After our talk last night I have a good idea of what it is, but its 1 of 2 things.
When it got serious then obviously it spooked her, but I think in her mind its either "am I capable in general" or She somewhere feels its just not with me.
Last night she did say "she is trying to figure out her feelings" she mentioned she is excited to see me this weekend. We are going horesback riding from a birthday gift to her. This morning she did text me she was thinking about me this morning.
Today texting and talking was great. We talked, text and cut up laughing. Tonight I facetimed her and heard back 30min later that she was going to bed night. We never not talk before bed but she said she fell asleep while watching tv. Again.....its the things out of character as a whole that keep adding up.

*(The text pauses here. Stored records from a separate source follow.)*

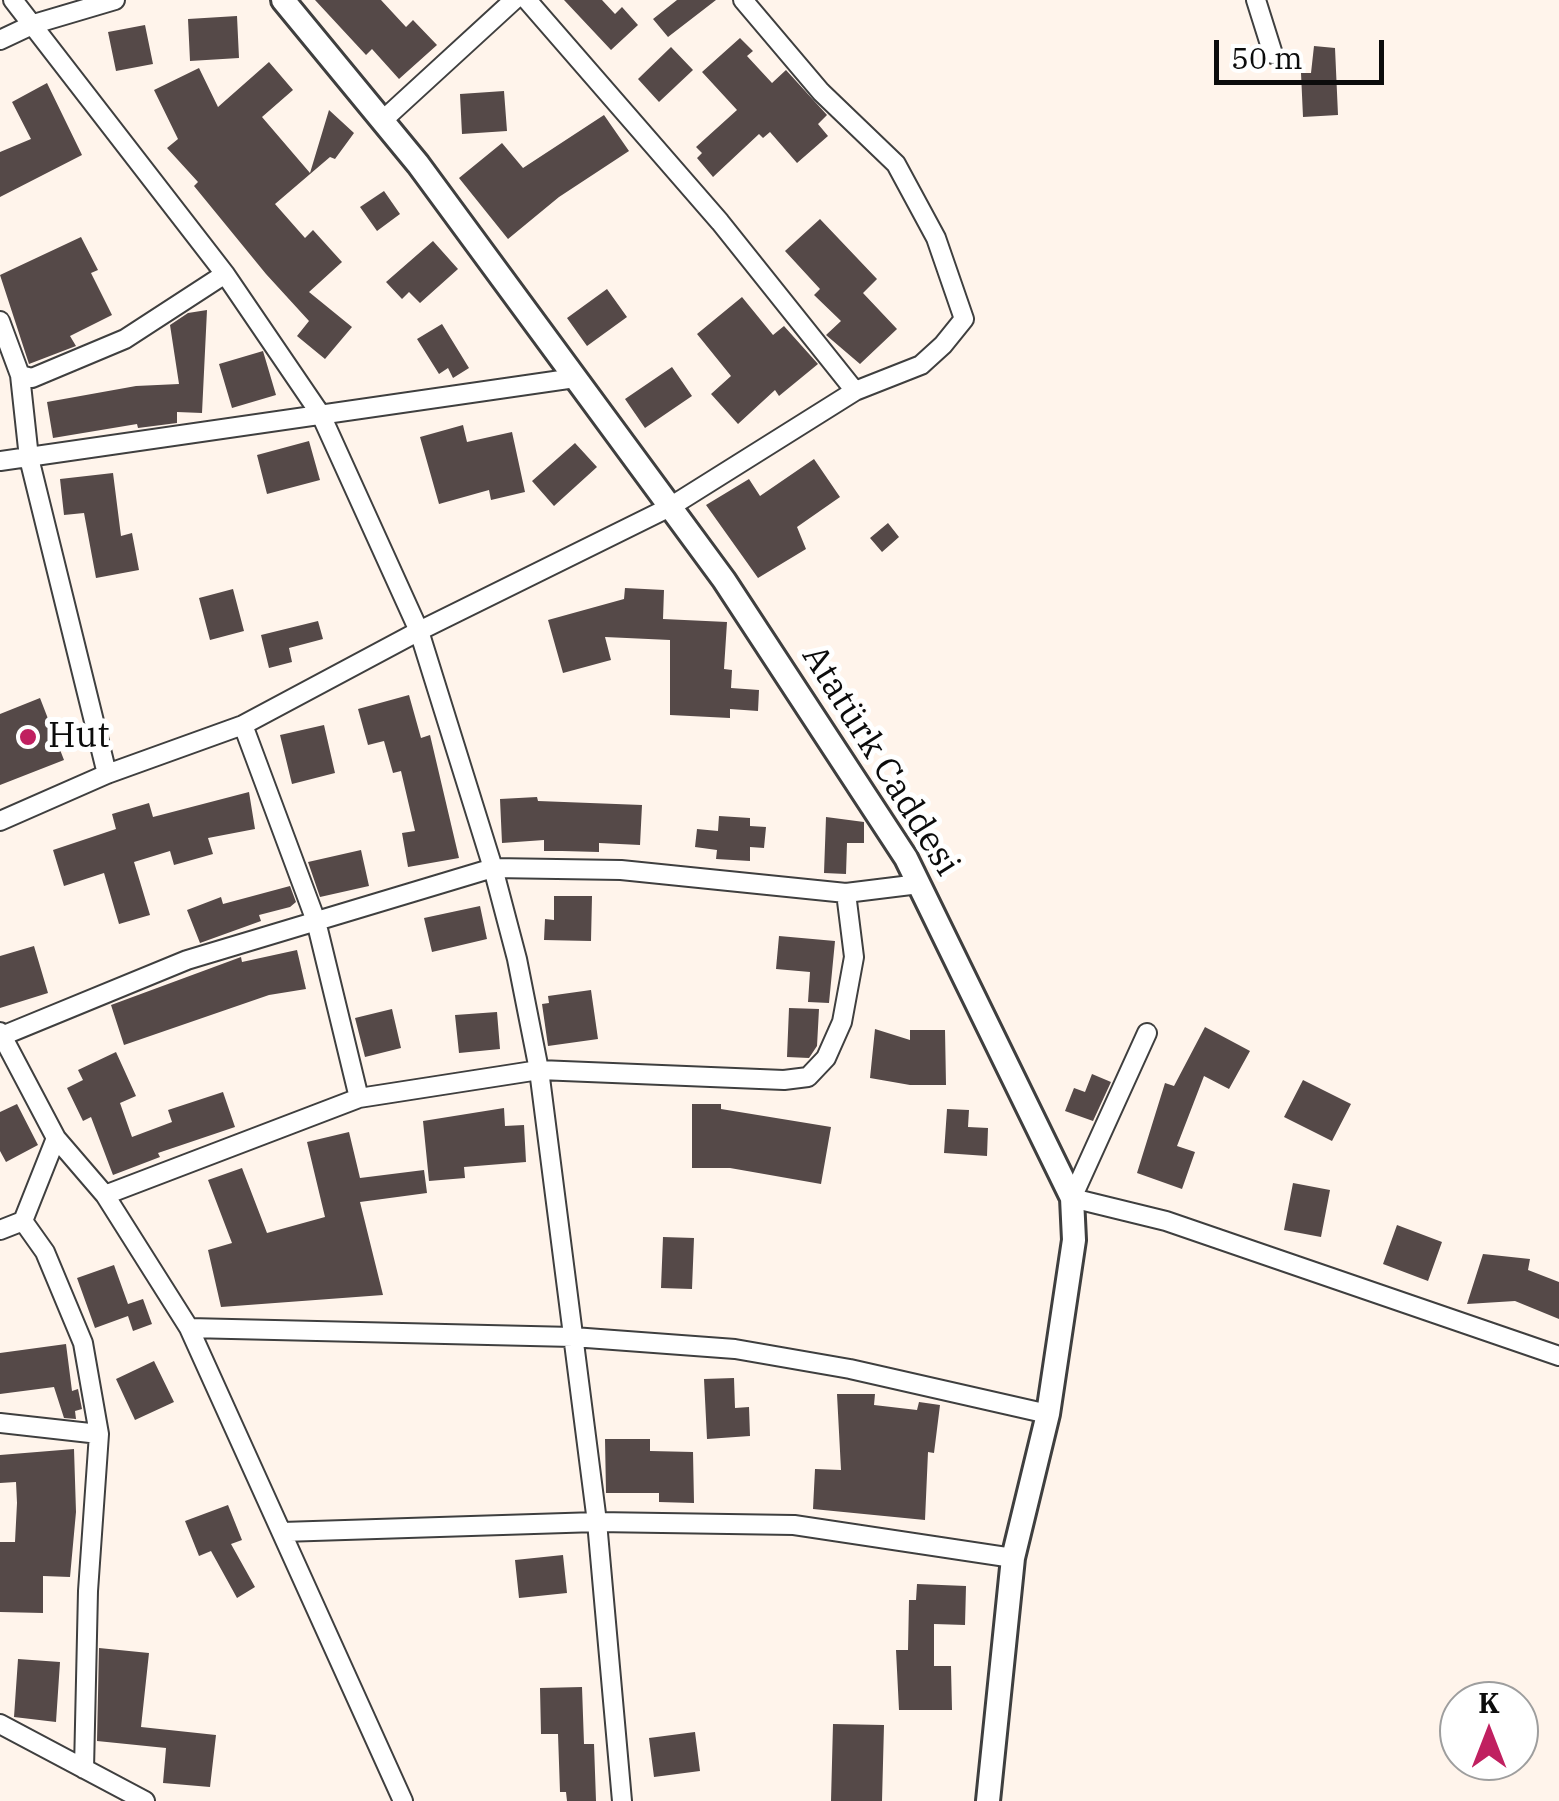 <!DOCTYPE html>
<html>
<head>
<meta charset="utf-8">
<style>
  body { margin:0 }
  #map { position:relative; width:1559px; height:1801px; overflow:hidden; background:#fff4eb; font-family:"IBM Plex Serif",serif }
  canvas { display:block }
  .north { position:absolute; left:1439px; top:1681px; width:100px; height:100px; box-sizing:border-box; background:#fff; border:2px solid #9e9e9e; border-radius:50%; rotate:0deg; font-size:28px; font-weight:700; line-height:40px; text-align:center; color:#0c0c0c }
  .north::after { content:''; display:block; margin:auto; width:35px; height:45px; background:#c02060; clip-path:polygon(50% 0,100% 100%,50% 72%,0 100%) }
  .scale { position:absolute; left:1214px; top:40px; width:170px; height:45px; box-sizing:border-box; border:5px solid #0c0c0c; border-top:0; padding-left:12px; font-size:30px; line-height:35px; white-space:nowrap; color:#0c0c0c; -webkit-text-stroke:8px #fff; paint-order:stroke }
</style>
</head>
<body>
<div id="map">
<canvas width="1559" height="1801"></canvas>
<div class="north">K</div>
<div class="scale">50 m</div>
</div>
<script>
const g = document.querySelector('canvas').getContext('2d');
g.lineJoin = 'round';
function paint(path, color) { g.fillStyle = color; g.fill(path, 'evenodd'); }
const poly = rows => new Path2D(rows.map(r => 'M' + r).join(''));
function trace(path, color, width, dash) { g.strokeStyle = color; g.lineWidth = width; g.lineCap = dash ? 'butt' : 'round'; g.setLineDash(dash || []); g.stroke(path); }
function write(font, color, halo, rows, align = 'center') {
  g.font = font + ' "IBM Plex Serif",serif'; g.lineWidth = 10; g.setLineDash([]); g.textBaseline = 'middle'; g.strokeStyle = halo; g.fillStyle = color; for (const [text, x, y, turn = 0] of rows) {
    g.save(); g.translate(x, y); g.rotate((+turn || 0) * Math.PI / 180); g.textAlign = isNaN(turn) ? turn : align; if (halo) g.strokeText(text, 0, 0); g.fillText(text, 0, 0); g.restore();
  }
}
const building = poly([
  [315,0,381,0,406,27,413,20,437,45,399,79,372,49,366,55],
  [564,0,602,0,615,14,622,7,638,25,611,50],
  [677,0,716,0,668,37,653,19],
  [237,16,239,58,190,61,188,19],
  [145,25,153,64,116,71,108,32],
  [740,38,753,51,747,56,772,83,786,70,827,115,818,124,828,136,797,163,770,132,763,138,759,134,713,177,697,158,702,153,696,147,737,110,702,72],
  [1314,46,1335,48,1338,115,1303,117,1301,73,1311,73],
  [671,47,693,70,659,102,638,79],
  [269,62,293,90,262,117,310,173,329,110,354,133,335,159,330,157,275,204,305,238,313,230,342,262,309,292,352,327,325,359,297,336,309,321,266,274,194,186,198,182,167,148,178,139,154,90,199,68,218,107],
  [47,83,82,155,0,197,0,152,31,139,12,102],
  [504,91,507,131,462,134,460,94],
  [604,115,629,151,559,197,508,239,459,178,502,143,523,168],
  [384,191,400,214,377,231,360,207],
  [820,219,877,279,863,293,897,329,860,364,826,335,841,321,814,295,820,289,785,251],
  [81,237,98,270,91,273,112,315,70,336,76,346,29,364,0,275],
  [433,241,458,269,420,303,409,292,402,299,386,282],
  [607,289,627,317,587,346,567,318],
  [742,297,773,335,784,326,818,364,779,396,775,390,738,424,711,394,731,376,697,334],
  [207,310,202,413,177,412,177,423,138,428,137,424,53,438,47,402,136,386,179,384,170,325,188,313],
  [442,324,469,368,453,378,448,368,439,374,417,339],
  [263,351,276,395,232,408,219,364],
  [672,367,692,396,645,428,625,399],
  [463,425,467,442,512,432,525,492,491,500,489,490,439,504,420,437],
  [309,441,320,480,267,494,257,455],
  [575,443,597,467,554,506,532,481],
  [814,459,840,497,797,527,806,549,758,578,706,505,749,479,760,496],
  [113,473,121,536,132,533,139,570,96,578,84,513,64,515,60,479],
  [888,523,899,537,882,552,870,538],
  [625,588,664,590,663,619,727,622,724,669,732,670,731,688,759,690,758,711,730,709,730,718,670,715,670,640,605,637,611,660,563,673,548,620,624,599],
  [233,589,244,631,210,640,199,598],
  [318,621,323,639,289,648,292,662,269,668,261,635],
  [409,695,421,738,430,735,459,858,408,867,402,833,415,831,401,771,393,773,384,741,368,745,358,709],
  [40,698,64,760,0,785,0,714],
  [324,725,335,773,292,784,280,735],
  [249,792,255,829,208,838,213,854,174,865,170,851,134,862,150,915,119,924,104,873,64,886,53,850,116,829,112,814,149,803,153,817],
  [537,797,538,801,642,805,640,845,599,843,599,852,562,851,544,851,544,840,502,843,500,799],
  [719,816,750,818,750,826,766,827,764,848,750,847,750,861,716,859,717,850,695,847,697,829,718,831],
  [826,817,864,822,864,843,847,843,846,874,824,873],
  [361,850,369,886,320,897,308,862],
  [290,886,296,902,290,907,259,915,261,921,200,943,187,910,221,897,223,904],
  [554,896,592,896,591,941,544,940,545,919,554,920],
  [480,906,487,939,432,952,424,918],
  [779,936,835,941,829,1003,808,1002,810,972,776,969],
  [34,946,48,993,0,1008,0,956],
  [297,950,306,989,269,995,124,1045,111,1005,241,957,242,962],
  [591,990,598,1039,548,1046,542,1004,549,1003,548,996],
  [789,1008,819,1009,817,1046,809,1058,787,1057],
  [392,1009,401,1048,365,1057,355,1018],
  [497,1012,500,1049,459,1053,455,1015],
  [1205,1027,1250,1051,1229,1089,1204,1076,1177,1146,1195,1152,1182,1189,1137,1173,1165,1083,1174,1086],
  [875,1029,910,1040,910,1030,945,1030,946,1085,910,1085,870,1078],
  [116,1052,136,1096,120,1103,132,1137,172,1122,168,1110,223,1092,235,1127,158,1153,160,1157,113,1175,91,1117,83,1121,67,1088,83,1080,78,1070],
  [1092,1074,1111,1082,1093,1121,1065,1111,1074,1088,1085,1092],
  [1303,1080,1351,1104,1332,1141,1284,1117],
  [17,1104,38,1145,6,1162,0,1151,0,1112],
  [692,1104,721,1104,721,1109,831,1127,821,1184,730,1168,692,1168],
  [504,1108,505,1126,524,1125,526,1162,464,1167,465,1178,429,1181,423,1121],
  [947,1109,969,1110,968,1127,988,1128,987,1156,944,1153],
  [349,1132,360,1178,424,1170,427,1193,360,1202,383,1295,221,1307,208,1250,232,1243,208,1180,242,1168,267,1233,325,1217,307,1142],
  [1293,1183,1330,1190,1321,1237,1284,1230],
  [1397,1225,1442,1242,1428,1281,1383,1264],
  [663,1237,694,1238,692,1289,661,1288],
  [1483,1254,1530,1259,1528,1270,1559,1282,1559,1319,1515,1301,1467,1304],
  [114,1265,128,1304,143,1299,152,1324,133,1331,128,1316,95,1328,77,1278],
  [66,1344,72,1391,78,1389,82,1409,75,1411,76,1419,64,1418,54,1387,0,1394,0,1353],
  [154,1361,174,1402,135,1420,116,1379],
  [734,1378,735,1408,749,1407,750,1436,707,1439,704,1379],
  [837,1394,875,1394,874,1405,917,1410,919,1402,940,1405,934,1453,928,1452,925,1520,813,1509,815,1469,841,1470],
  [605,1439,650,1439,650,1451,693,1452,694,1503,659,1502,659,1493,606,1493],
  [74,1449,76,1512,70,1577,43,1576,43,1613,0,1612,0,1542,15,1542,17,1503,16,1482,0,1483,0,1455],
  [228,1505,242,1540,231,1544,255,1587,237,1598,211,1551,199,1556,185,1521],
  [563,1555,567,1593,519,1598,515,1560],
  [917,1584,966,1586,965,1625,934,1624,934,1666,951,1666,952,1710,899,1710,896,1650,908,1650,909,1600,916,1600],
  [99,1648,149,1653,141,1727,216,1735,210,1787,163,1783,166,1748,97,1741],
  [18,1659,60,1662,56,1722,14,1717],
  [582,1687,584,1744,594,1744,596,1801,567,1801,566,1792,560,1792,558,1734,541,1734,540,1688],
  [833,1724,884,1725,882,1801,831,1801],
  [695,1732,700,1771,654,1777,649,1738]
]);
const minor = poly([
  [13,0,225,274,321,415,419,631,493,868,517,959,539,1070,597,1522,622,1801],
  [527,0,720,222,855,391],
  [1256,0,1273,54],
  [0,40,34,24,115,0],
  [382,121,514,0],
  [0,321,20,375,29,458,107,774],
  [20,375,32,378,125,339,225,274],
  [0,461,575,378],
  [243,725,316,921,359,1098],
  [0,821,107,774,243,725,419,631,670,507,855,391,921,365,943,345,964,319,936,238,896,164,821,92,743,0],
  [0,1032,56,1138,105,1195,189,1328,403,1801],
  [1147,1033,1072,1198,1166,1221,1559,1356],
  [2,1036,187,960,493,868,621,870,846,893,919,884],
  [105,1195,359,1098,539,1070,784,1080,808,1077,826,1058,842,1022,854,957,846,893],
  [23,1221,45,1252,83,1343,99,1434,88,1591,84,1769],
  [0,1230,23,1221,56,1138],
  [189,1328,573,1337,735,1349,850,1369,1048,1414],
  [0,1423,99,1434],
  [282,1532,597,1522,794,1525,1013,1558],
  [0,1724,145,1801]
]);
const tertiary = poly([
  [283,0,418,164,724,580,906,858,1072,1198,1074,1240,1048,1414,1013,1558,988,1801]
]);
const markers = [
  [28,737,10,"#c02060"]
];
const poiNames = [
  ["Hut",48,737]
];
const streetNames = [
  ["Atatürk Caddesi",880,761,58]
];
paint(building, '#554948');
trace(minor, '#3f3f3f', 22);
trace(tertiary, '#3f3f3f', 28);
trace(minor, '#fff', 18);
trace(tertiary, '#fff', 22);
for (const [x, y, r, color] of markers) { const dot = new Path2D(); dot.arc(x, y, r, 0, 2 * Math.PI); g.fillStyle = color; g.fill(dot); trace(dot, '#fff', 4); }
write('35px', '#0c0c0c', '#fff', poiNames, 'left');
write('35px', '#0c0c0c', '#fff', streetNames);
</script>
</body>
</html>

I am now thinking I do not have the energy to wait 3 weeks of this and may simply communicate that maybe she needs to figure it out but I dont need to be in the picture while she does
Quote:
Originally Posted by StreetcarBlanche
I agree with sarahsweets, jcl76. She is nowhere near ready to commit to you the way you want and need her to. She has all of that other baggage from her past and now her daughter to deal with. 2.5 months is not a long period of time. You need to decide what you want and are willing to put up with and not put up with from her. After you communicate that to her, wait for her response. If she refuses to give you a response, that in itself, is a response.
If you know you want to be with someone long-term and she refuses to give you that. Then no, you two are not compatible and you should just end things with her and move on to find someone more compatible for you. You should NEVER wait for anyone. Never.
When one partner suddenly goes hot and cold, that's never a good sign as you know. It's a red flag that I've experienced as a power play when men I've dated have been hot and cold with me. Even with friendships that happens. Now, if someone does it to me, I'll just end all communication with the person and forget about them. Easier said than done, but better for me overall, leaving them behind, in the long run.